From the entries below, copy exactly the lines from the one that contains "M1084 32 1104 18" through the one that contains "M1823 600 1956 488", both included, and only those.

'''

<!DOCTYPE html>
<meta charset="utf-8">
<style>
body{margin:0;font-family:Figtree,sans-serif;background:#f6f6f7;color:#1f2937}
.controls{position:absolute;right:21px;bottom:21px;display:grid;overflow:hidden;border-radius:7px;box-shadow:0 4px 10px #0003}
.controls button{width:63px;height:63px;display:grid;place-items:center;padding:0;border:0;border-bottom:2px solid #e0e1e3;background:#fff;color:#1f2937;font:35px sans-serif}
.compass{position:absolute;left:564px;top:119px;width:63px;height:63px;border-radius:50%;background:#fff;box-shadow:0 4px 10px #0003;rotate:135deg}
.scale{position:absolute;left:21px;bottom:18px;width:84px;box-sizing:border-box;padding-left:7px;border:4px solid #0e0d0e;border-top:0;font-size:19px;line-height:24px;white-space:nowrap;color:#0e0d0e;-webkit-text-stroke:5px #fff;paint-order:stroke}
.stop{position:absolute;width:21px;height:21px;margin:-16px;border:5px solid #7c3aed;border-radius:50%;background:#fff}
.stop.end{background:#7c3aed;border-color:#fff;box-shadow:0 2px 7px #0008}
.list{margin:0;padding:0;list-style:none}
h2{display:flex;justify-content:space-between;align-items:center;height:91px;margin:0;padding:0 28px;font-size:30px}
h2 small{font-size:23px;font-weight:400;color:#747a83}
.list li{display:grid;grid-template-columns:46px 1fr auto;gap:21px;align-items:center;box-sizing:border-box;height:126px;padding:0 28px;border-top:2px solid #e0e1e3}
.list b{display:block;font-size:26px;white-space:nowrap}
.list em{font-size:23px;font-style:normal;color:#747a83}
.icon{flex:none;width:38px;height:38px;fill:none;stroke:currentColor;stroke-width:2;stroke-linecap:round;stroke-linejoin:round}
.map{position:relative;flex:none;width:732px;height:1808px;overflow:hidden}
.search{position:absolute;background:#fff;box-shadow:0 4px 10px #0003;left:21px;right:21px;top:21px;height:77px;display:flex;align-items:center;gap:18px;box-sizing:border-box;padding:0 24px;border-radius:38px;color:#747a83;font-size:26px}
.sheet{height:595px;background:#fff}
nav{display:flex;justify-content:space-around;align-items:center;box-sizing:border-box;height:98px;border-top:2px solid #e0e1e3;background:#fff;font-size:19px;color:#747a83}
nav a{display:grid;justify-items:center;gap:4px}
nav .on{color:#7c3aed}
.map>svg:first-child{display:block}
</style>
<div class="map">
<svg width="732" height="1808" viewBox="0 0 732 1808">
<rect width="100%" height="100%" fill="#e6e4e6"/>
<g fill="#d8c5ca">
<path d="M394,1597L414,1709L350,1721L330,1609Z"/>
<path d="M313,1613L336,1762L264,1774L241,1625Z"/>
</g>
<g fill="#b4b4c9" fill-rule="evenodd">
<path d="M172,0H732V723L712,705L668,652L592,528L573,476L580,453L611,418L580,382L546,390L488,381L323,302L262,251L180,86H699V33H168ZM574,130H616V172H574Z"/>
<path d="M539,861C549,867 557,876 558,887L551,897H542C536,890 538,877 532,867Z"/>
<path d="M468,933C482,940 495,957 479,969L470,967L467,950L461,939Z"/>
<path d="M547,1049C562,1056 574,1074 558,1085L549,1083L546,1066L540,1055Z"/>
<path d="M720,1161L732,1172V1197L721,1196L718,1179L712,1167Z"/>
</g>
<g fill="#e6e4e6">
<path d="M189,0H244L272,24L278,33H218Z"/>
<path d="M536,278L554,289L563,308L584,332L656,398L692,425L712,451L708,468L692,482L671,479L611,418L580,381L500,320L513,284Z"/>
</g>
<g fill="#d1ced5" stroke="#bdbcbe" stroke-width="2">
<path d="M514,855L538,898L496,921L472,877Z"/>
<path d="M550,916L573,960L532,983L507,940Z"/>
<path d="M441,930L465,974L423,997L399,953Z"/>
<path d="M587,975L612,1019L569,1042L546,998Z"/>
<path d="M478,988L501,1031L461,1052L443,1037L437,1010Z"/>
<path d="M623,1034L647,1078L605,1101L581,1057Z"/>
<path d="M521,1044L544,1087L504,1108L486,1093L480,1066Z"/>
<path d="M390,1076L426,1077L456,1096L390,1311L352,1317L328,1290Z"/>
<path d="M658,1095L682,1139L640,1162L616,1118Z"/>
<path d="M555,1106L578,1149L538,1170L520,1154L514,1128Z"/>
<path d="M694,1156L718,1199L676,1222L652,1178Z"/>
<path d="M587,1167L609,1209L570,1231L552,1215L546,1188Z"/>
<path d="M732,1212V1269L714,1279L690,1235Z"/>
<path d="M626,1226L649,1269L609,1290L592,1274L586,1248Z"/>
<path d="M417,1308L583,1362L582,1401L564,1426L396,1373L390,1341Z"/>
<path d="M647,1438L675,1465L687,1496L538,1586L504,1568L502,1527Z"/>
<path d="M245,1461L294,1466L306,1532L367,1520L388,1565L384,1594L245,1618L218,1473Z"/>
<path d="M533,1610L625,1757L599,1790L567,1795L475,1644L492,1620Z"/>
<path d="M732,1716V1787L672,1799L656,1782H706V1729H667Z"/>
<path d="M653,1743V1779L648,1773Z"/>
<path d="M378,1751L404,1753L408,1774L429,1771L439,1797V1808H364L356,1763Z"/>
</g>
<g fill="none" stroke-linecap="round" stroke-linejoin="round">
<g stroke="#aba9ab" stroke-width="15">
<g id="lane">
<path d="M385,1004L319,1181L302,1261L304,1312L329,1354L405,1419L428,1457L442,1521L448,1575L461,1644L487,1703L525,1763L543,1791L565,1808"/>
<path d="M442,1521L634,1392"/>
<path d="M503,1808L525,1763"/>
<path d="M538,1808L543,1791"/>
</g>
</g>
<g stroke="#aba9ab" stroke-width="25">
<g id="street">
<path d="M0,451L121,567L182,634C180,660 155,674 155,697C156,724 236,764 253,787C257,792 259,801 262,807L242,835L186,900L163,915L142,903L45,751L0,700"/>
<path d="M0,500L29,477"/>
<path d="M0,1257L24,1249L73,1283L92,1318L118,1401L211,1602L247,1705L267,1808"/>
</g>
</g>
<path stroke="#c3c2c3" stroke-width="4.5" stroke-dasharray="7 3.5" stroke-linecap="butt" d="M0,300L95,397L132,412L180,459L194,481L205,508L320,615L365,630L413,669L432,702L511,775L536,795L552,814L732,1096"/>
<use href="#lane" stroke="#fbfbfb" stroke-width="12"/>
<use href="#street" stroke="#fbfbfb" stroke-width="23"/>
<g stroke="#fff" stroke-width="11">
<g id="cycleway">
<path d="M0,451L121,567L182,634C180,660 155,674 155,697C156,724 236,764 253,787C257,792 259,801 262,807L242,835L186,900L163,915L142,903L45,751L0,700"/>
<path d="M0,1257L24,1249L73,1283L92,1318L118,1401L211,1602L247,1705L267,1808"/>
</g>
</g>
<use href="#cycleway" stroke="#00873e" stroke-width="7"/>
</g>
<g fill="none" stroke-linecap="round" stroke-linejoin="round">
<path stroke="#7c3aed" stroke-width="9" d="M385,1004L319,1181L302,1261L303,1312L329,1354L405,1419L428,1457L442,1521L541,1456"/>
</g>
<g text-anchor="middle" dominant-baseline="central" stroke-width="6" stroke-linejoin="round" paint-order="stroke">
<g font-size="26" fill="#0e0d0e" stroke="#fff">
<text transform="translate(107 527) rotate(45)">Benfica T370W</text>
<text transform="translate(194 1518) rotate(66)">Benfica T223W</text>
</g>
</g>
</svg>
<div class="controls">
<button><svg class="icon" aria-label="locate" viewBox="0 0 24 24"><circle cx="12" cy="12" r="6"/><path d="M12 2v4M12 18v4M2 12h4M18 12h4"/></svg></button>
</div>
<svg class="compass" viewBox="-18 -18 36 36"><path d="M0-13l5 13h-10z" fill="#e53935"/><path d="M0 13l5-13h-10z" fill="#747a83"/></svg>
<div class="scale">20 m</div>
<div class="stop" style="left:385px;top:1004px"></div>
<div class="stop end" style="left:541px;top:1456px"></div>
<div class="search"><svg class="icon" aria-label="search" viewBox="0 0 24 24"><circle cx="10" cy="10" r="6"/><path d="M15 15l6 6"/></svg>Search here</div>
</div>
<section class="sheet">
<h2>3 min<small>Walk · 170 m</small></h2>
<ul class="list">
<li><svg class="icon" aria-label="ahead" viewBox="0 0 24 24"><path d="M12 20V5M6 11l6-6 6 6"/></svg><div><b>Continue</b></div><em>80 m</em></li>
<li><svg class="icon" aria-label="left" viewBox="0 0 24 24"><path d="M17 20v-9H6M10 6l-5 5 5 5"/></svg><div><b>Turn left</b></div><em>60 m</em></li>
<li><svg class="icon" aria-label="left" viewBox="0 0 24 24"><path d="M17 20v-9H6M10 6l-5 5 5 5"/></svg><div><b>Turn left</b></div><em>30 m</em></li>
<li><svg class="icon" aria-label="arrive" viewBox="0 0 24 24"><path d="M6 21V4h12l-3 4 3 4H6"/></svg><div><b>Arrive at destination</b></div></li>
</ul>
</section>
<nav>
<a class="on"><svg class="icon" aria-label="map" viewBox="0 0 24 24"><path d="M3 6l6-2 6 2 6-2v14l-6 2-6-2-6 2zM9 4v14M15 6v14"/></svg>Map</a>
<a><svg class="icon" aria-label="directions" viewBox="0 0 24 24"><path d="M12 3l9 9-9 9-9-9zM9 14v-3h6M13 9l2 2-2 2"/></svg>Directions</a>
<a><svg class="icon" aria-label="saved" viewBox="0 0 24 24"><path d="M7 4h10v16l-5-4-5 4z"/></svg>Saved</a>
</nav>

'''
'''

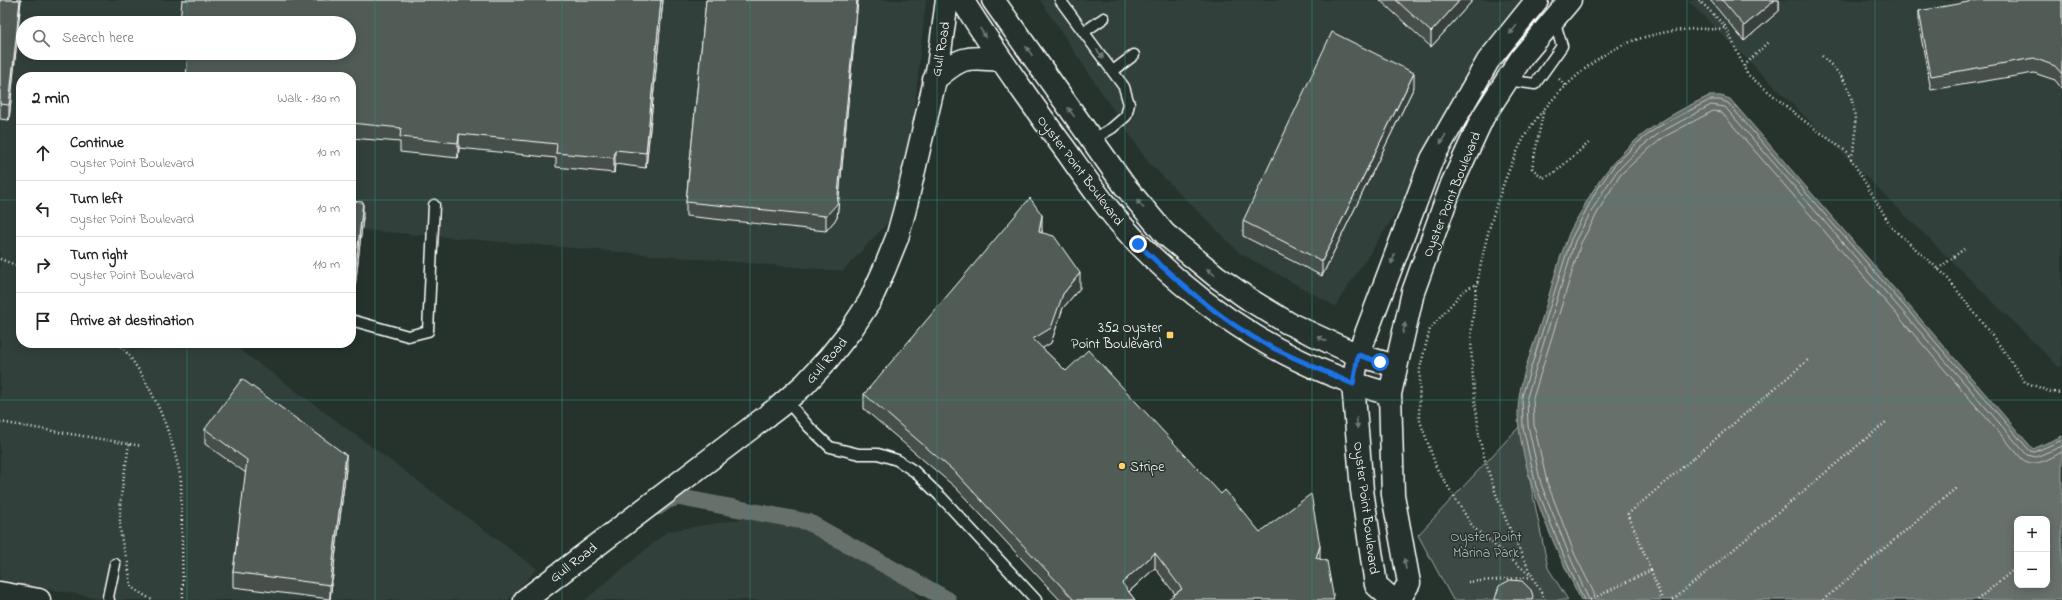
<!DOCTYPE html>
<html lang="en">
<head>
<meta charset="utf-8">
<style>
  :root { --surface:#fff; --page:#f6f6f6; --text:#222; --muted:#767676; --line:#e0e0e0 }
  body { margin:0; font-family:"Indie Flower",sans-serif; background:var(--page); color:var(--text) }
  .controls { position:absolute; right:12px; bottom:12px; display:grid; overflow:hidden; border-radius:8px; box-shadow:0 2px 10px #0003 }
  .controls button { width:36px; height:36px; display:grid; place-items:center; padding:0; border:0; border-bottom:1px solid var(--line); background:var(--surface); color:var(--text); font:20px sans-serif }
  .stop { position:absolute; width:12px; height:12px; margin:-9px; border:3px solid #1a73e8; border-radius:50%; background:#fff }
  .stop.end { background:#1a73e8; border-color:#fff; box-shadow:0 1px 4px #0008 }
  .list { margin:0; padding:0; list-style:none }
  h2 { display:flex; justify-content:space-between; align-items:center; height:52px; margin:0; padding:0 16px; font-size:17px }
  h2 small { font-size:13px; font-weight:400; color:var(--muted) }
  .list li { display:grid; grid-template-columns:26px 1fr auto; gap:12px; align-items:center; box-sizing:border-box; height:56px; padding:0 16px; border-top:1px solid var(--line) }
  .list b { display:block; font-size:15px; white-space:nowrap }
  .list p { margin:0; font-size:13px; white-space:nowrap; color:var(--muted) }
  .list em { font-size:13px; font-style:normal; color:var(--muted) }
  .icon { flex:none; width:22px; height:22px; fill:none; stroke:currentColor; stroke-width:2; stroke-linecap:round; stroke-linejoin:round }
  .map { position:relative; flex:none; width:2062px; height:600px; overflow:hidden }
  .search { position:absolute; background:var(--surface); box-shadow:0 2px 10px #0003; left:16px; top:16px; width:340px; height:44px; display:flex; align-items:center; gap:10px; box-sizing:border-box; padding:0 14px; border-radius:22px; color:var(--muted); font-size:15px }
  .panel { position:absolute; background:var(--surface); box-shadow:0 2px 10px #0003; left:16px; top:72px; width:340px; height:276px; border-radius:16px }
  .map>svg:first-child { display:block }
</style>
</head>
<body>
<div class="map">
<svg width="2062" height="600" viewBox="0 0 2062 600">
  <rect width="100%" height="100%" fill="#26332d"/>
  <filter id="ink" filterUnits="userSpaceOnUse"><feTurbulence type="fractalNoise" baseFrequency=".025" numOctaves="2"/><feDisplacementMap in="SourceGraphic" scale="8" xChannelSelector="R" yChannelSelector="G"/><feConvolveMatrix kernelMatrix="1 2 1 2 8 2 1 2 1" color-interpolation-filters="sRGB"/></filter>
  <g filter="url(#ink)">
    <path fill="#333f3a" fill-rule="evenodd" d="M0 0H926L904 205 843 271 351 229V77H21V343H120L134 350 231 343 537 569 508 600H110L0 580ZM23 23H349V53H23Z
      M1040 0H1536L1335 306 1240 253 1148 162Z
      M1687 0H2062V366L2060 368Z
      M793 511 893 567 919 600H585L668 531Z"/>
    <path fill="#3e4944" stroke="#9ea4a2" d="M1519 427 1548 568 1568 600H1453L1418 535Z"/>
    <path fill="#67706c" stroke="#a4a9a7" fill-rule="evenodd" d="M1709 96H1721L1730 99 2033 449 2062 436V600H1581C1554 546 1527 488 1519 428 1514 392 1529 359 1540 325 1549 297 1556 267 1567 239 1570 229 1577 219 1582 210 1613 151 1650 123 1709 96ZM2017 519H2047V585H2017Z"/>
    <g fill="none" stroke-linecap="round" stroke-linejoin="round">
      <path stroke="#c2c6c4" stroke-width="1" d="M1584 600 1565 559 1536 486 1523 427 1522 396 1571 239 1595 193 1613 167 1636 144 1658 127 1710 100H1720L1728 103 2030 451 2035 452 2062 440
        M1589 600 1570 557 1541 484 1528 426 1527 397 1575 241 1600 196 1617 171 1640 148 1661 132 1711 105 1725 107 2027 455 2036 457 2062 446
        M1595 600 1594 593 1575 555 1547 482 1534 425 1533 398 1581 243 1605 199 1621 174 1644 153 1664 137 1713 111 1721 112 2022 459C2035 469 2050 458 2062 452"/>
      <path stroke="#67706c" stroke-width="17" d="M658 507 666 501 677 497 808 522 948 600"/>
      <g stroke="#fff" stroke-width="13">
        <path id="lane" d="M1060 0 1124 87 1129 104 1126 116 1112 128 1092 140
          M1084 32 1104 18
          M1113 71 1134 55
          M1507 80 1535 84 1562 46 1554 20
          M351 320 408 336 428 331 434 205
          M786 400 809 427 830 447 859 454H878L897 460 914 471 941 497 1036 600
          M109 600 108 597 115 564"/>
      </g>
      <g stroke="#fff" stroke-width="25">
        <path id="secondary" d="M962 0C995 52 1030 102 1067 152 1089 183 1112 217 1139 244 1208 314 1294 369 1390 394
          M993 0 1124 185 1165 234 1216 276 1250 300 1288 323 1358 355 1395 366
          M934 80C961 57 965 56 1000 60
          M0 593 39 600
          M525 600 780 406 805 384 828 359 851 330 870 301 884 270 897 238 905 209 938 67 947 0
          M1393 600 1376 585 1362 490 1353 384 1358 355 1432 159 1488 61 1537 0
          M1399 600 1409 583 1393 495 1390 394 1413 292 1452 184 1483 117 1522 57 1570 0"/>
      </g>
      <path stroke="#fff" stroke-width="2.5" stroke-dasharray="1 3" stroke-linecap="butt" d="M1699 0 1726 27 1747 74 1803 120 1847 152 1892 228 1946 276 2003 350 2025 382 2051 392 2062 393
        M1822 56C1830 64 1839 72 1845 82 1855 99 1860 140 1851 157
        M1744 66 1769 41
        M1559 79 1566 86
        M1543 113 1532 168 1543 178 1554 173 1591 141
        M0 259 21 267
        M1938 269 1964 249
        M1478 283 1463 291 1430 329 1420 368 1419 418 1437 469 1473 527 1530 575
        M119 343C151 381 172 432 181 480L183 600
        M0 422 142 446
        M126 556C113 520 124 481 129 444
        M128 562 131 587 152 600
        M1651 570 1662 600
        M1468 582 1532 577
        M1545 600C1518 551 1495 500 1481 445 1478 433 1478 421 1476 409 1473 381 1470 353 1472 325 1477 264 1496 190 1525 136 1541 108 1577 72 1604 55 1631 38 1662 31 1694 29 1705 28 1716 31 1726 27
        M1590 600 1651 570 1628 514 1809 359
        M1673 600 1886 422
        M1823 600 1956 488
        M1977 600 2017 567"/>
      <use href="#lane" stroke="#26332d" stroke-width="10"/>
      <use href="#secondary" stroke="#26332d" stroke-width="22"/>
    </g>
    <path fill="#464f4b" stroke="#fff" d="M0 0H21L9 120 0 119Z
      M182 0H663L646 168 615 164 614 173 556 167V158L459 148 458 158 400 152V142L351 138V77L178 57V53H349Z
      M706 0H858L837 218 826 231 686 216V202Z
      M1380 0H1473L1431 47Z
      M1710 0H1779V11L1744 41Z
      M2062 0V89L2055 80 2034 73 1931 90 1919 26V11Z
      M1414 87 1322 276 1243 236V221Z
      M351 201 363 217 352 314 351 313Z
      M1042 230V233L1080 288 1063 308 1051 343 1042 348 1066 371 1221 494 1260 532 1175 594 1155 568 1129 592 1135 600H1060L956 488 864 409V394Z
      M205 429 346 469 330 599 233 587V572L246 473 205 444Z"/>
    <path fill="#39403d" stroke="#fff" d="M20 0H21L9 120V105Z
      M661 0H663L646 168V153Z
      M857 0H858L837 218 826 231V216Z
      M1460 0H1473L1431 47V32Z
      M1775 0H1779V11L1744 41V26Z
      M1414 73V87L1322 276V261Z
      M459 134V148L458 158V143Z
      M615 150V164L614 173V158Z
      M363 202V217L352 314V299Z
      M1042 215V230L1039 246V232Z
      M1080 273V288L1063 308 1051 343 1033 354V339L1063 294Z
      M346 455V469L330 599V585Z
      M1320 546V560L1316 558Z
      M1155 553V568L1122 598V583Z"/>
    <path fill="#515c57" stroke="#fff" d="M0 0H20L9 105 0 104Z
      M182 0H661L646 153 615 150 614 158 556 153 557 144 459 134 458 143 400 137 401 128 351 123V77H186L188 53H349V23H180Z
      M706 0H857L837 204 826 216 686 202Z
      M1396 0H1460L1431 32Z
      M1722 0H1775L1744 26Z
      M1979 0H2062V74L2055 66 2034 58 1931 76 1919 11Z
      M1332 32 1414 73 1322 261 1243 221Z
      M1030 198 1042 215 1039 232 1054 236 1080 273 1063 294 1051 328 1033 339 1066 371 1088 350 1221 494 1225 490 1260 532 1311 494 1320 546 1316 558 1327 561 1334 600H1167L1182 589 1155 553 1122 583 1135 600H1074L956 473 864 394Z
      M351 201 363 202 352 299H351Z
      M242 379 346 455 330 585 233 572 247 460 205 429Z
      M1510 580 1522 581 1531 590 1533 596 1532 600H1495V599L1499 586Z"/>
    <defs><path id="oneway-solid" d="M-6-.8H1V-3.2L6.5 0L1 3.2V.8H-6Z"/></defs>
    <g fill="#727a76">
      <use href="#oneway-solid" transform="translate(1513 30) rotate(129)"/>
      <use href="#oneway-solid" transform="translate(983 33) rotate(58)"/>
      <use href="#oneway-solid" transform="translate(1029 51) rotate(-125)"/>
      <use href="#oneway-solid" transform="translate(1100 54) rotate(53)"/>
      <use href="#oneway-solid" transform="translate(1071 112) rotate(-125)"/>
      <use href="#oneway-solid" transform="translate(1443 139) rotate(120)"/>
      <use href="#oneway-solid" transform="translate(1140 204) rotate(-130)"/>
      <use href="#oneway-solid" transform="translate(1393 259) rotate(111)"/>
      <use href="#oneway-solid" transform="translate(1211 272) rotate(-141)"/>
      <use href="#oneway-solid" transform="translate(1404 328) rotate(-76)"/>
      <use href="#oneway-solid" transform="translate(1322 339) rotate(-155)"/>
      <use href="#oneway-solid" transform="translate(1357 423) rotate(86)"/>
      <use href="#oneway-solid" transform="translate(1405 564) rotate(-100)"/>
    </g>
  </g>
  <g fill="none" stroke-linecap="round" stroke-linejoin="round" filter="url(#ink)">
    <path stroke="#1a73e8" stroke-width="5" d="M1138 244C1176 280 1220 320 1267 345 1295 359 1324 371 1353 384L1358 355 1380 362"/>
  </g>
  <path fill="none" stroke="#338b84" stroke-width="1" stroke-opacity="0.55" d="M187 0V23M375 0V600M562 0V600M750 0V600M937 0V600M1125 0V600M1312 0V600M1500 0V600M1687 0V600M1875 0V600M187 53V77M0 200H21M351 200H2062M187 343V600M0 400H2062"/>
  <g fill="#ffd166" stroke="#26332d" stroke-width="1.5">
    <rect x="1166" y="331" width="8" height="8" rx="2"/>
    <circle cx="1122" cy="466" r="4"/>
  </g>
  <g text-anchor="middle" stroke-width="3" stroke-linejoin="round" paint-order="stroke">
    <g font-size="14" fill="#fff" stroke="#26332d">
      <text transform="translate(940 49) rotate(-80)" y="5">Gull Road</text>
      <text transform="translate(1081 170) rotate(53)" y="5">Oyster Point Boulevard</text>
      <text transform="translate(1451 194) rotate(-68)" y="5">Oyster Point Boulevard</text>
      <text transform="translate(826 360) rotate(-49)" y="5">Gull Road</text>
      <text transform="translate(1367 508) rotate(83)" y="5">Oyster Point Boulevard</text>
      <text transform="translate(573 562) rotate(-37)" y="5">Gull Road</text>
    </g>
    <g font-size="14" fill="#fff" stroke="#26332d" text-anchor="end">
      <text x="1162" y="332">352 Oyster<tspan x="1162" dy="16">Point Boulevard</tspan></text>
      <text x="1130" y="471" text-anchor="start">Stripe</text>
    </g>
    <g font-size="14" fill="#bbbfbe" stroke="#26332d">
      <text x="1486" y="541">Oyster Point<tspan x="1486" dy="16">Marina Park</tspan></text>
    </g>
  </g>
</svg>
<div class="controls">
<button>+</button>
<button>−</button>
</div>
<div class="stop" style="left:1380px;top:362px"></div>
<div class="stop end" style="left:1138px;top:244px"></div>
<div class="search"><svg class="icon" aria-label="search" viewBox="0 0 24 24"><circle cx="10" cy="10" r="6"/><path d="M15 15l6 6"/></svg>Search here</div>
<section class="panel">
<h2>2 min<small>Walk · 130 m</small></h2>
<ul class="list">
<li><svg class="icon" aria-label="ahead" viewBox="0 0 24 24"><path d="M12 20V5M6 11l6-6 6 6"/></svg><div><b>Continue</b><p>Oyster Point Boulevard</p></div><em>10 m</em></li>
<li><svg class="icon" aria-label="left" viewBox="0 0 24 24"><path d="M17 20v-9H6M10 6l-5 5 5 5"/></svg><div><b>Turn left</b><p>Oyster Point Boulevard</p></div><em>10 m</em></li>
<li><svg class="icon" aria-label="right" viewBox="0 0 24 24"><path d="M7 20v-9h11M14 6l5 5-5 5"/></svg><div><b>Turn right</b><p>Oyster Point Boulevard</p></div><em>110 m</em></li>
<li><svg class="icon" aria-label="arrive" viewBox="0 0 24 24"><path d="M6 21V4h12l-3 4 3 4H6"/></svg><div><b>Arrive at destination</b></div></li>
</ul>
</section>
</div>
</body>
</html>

'''

• Problem solution:
          M1084 32 1104 18
          M1113 71 1134 55
          M1507 80 1535 84 1562 46 1554 20
          M351 320 408 336 428 331 434 205
          M786 400 809 427 830 447 859 454H878L897 460 914 471 941 497 1036 600
          M109 600 108 597 115 564"/>
      </g>
      <g stroke="#fff" stroke-width="25">
        <path id="secondary" d="M962 0C995 52 1030 102 1067 152 1089 183 1112 217 1139 244 1208 314 1294 369 1390 394
          M993 0 1124 185 1165 234 1216 276 1250 300 1288 323 1358 355 1395 366
          M934 80C961 57 965 56 1000 60
          M0 593 39 600
          M525 600 780 406 805 384 828 359 851 330 870 301 884 270 897 238 905 209 938 67 947 0
          M1393 600 1376 585 1362 490 1353 384 1358 355 1432 159 1488 61 1537 0
          M1399 600 1409 583 1393 495 1390 394 1413 292 1452 184 1483 117 1522 57 1570 0"/>
      </g>
      <path stroke="#fff" stroke-width="2.5" stroke-dasharray="1 3" stroke-linecap="butt" d="M1699 0 1726 27 1747 74 1803 120 1847 152 1892 228 1946 276 2003 350 2025 382 2051 392 2062 393
        M1822 56C1830 64 1839 72 1845 82 1855 99 1860 140 1851 157
        M1744 66 1769 41
        M1559 79 1566 86
        M1543 113 1532 168 1543 178 1554 173 1591 141
        M0 259 21 267
        M1938 269 1964 249
        M1478 283 1463 291 1430 329 1420 368 1419 418 1437 469 1473 527 1530 575
        M119 343C151 381 172 432 181 480L183 600
        M0 422 142 446
        M126 556C113 520 124 481 129 444
        M128 562 131 587 152 600
        M1651 570 1662 600
        M1468 582 1532 577
        M1545 600C1518 551 1495 500 1481 445 1478 433 1478 421 1476 409 1473 381 1470 353 1472 325 1477 264 1496 190 1525 136 1541 108 1577 72 1604 55 1631 38 1662 31 1694 29 1705 28 1716 31 1726 27
        M1590 600 1651 570 1628 514 1809 359
        M1673 600 1886 422
        M1823 600 1956 488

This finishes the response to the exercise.